Whenever the word "positions" appears in a line of the data below, copy that line.
___ RECORDS PROVIDED
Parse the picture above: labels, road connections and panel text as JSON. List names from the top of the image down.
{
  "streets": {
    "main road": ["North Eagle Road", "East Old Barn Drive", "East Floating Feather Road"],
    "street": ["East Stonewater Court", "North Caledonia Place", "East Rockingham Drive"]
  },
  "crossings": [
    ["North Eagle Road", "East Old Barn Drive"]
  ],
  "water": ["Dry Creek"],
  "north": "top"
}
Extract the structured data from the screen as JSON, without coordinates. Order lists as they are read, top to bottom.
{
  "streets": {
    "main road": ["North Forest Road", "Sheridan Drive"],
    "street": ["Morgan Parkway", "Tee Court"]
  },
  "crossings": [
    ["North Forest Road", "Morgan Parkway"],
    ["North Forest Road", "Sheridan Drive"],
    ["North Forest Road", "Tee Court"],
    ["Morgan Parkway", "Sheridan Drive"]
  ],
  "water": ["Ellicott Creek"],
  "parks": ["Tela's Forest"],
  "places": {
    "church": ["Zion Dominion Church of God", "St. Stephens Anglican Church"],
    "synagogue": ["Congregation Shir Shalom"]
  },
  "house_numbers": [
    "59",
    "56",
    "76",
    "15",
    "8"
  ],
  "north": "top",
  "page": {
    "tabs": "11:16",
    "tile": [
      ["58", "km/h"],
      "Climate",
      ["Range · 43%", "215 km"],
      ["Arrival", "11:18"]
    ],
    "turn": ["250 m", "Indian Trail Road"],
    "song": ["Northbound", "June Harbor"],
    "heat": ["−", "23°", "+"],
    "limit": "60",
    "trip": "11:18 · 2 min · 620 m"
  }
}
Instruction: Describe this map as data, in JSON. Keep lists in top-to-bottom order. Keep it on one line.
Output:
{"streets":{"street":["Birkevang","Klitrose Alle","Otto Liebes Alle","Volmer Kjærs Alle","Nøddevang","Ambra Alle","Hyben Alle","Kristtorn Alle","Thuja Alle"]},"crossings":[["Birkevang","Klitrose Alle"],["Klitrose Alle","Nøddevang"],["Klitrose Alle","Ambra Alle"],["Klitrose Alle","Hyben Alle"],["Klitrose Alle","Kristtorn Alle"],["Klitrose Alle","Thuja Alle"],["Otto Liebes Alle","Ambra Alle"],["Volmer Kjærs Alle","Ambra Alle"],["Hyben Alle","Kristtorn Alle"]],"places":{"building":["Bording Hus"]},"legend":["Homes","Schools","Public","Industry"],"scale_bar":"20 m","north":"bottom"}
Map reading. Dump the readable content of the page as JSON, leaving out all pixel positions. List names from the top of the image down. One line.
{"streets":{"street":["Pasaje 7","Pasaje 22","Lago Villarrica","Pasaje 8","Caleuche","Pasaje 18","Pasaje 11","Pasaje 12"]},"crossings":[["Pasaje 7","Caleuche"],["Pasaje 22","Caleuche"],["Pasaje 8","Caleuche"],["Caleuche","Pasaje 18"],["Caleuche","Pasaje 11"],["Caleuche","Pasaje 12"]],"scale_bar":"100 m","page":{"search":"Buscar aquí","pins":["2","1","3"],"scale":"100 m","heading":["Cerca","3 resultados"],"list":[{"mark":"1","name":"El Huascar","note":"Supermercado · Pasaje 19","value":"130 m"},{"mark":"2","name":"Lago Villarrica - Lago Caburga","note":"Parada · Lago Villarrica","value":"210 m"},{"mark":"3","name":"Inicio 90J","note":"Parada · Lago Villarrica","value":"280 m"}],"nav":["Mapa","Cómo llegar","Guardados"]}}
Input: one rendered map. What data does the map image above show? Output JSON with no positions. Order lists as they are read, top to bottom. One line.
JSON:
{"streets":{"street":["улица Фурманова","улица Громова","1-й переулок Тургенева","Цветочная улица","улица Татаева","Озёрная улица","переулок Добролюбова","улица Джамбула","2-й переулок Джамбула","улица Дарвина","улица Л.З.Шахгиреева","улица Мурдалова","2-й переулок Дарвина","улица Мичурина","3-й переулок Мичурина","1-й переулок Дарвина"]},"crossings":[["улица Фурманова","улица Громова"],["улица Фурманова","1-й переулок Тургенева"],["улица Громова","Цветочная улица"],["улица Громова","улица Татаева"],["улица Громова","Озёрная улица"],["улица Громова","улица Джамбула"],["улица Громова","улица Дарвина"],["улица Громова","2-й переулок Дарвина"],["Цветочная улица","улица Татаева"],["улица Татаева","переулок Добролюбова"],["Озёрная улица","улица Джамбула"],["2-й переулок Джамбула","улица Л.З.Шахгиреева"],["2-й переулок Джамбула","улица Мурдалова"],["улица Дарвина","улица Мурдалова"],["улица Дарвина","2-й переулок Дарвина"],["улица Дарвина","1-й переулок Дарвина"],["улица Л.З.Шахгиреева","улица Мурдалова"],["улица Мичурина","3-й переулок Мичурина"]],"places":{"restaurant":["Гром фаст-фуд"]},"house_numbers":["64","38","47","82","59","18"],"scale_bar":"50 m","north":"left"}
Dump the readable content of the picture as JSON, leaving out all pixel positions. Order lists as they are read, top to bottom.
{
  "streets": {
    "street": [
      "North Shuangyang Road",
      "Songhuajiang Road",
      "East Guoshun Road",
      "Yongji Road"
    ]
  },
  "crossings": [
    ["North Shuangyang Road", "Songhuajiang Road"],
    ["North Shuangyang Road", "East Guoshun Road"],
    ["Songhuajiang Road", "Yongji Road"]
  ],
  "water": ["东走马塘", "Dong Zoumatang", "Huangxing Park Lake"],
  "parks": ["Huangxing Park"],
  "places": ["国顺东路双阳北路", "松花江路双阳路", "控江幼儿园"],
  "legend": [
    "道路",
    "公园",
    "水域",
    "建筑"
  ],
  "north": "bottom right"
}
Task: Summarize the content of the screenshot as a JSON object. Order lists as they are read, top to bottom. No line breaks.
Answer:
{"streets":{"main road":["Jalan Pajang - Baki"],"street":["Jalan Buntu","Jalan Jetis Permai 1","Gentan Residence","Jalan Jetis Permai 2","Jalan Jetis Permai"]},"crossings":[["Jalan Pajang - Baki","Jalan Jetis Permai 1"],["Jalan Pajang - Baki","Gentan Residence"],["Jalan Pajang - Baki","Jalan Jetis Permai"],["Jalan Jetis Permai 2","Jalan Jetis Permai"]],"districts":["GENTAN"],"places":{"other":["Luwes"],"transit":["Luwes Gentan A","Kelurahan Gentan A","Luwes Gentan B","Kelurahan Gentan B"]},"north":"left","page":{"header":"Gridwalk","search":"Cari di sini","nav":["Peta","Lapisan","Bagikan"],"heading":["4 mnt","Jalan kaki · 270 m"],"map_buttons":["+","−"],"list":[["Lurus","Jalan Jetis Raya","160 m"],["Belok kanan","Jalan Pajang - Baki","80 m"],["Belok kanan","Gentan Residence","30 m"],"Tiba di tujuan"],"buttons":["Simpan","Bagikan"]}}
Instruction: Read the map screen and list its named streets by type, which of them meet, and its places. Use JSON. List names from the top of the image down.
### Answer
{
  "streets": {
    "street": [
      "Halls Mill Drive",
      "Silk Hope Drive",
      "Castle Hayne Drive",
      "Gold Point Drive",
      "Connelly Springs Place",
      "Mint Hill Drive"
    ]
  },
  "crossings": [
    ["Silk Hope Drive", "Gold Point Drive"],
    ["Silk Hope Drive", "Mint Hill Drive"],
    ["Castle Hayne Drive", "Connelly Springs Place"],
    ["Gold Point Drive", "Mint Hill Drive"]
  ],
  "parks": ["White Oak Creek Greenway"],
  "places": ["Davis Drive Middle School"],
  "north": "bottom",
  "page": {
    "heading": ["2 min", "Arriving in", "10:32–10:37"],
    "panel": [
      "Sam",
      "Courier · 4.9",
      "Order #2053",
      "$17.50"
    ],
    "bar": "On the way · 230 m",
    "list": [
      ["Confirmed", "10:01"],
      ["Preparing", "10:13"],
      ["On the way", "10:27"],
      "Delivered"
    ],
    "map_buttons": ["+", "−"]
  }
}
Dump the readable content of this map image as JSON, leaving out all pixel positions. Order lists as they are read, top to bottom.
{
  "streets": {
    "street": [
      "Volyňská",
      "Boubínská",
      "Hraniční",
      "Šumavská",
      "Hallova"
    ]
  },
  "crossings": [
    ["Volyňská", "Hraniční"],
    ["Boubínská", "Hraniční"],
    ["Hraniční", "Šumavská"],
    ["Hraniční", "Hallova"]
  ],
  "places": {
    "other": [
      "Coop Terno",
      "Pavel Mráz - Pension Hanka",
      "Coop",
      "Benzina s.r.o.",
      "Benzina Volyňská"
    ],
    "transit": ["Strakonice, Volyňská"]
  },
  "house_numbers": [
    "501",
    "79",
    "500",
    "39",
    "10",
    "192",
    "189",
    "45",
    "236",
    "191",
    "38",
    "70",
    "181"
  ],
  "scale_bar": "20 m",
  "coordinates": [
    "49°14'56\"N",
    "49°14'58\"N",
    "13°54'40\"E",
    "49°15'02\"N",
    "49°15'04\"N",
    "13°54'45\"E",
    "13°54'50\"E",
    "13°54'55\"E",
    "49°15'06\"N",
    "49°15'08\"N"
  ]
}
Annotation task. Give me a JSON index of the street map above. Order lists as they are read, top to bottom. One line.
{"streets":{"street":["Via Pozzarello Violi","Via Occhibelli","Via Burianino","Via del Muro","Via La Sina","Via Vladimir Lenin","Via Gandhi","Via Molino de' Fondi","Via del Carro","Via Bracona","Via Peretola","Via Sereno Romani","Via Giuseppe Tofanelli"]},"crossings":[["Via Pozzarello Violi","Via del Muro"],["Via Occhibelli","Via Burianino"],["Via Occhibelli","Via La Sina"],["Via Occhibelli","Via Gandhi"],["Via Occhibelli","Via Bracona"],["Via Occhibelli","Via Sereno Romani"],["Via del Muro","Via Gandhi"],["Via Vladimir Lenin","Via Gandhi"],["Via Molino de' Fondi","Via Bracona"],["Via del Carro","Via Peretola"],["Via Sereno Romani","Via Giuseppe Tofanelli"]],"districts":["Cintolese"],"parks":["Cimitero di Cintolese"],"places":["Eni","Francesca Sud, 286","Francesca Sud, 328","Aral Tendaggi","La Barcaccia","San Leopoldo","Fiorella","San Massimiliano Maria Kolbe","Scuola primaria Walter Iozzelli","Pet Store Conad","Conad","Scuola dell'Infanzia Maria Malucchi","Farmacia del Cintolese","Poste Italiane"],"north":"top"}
______
TASK RESPONSE:
Map reading. Dump the readable content of the page as JSON, leaving out all pixel positions. List names from the top of the image down. One line.
Input: one rendered map. What data does the map image above show? Output JSON with no positions. Order lists as they are read, top to bottom. One line.
Dump the readable content of the picture as JSON, leaving out all pixel positions. Order lists as they are read, top to bottom.
Dump the readable content of this map image as JSON, leaving out all pixel positions. Order lists as they are read, top to bottom.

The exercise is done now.